Work item: For the string "Crawford", count the lines in the records below that contain it. Answer with that number alone.
Given records below:
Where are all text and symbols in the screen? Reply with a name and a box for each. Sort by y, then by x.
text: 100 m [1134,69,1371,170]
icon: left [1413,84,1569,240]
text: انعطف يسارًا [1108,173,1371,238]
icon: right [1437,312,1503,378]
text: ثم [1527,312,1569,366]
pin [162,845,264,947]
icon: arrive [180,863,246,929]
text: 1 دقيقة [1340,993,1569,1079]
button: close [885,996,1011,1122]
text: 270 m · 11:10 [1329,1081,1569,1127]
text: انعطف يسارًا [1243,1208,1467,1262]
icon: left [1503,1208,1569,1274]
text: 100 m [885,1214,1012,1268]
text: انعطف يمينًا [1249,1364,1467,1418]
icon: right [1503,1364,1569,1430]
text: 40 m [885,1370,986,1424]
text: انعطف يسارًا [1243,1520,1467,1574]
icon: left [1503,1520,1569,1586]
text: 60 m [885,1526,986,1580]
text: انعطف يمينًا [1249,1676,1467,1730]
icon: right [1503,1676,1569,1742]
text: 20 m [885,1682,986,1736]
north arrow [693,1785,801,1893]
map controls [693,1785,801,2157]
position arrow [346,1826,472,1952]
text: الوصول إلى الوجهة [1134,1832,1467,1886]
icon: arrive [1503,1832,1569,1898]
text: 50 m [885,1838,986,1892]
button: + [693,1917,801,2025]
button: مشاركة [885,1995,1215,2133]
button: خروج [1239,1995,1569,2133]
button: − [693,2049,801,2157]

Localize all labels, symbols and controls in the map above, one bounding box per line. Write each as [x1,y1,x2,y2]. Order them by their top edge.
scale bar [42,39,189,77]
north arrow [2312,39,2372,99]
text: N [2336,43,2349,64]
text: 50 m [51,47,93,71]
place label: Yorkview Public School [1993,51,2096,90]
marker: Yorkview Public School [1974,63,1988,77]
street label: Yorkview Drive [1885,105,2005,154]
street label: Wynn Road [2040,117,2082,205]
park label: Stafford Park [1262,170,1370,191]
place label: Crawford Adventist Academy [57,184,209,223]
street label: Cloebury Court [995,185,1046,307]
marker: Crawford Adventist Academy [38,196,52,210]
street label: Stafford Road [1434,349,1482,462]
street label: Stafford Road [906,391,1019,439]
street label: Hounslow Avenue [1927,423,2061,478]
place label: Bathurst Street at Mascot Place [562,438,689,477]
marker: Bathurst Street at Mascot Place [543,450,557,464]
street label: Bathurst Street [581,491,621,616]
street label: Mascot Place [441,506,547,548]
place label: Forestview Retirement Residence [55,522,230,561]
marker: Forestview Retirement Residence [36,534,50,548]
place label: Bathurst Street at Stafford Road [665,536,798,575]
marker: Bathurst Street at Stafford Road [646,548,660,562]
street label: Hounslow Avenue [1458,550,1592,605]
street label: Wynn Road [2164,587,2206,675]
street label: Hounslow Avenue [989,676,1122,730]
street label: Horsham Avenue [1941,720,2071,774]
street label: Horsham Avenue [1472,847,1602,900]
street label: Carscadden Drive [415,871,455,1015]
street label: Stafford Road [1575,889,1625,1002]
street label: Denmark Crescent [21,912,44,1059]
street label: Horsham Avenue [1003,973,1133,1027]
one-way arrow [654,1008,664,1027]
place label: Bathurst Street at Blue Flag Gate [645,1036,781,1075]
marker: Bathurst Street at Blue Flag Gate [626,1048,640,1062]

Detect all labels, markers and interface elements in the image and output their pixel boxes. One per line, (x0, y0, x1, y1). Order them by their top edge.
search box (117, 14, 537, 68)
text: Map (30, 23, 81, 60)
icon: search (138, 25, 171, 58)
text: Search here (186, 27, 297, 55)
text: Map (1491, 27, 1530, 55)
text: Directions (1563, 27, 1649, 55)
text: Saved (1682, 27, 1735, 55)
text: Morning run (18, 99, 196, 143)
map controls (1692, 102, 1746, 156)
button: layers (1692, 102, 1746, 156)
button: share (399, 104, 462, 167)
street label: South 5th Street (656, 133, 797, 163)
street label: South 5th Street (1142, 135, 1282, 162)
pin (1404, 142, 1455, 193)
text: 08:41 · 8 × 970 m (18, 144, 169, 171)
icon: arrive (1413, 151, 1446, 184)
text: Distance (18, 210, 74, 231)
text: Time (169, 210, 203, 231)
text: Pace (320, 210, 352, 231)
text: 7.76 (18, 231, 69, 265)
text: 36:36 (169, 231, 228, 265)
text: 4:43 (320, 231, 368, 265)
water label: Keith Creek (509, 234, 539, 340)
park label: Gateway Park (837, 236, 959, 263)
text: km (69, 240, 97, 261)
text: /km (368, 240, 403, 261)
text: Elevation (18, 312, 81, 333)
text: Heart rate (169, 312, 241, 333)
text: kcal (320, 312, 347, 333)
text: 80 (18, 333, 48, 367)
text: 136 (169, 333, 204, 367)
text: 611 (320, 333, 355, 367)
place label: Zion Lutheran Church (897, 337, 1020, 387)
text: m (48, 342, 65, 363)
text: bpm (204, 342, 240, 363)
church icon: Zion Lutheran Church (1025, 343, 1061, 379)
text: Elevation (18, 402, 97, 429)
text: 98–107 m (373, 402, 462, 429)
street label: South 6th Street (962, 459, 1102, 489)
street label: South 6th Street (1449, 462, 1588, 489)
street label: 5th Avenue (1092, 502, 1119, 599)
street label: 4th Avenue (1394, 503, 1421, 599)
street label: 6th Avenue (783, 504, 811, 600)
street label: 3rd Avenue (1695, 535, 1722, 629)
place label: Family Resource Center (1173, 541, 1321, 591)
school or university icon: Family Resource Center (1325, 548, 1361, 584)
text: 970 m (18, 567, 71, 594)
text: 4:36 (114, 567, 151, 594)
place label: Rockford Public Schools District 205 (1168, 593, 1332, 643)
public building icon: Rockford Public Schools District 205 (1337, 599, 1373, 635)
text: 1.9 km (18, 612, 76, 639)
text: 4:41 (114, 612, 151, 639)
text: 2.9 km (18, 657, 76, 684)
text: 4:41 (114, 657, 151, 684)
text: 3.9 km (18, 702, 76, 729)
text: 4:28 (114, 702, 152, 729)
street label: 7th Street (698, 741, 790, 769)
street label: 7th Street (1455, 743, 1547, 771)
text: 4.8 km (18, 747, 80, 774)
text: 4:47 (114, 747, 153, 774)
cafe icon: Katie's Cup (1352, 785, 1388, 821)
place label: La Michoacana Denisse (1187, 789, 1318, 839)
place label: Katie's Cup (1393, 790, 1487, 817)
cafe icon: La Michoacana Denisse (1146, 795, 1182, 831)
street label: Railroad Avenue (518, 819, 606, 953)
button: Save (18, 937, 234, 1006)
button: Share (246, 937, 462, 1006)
End of Given records.
Result of this task: 2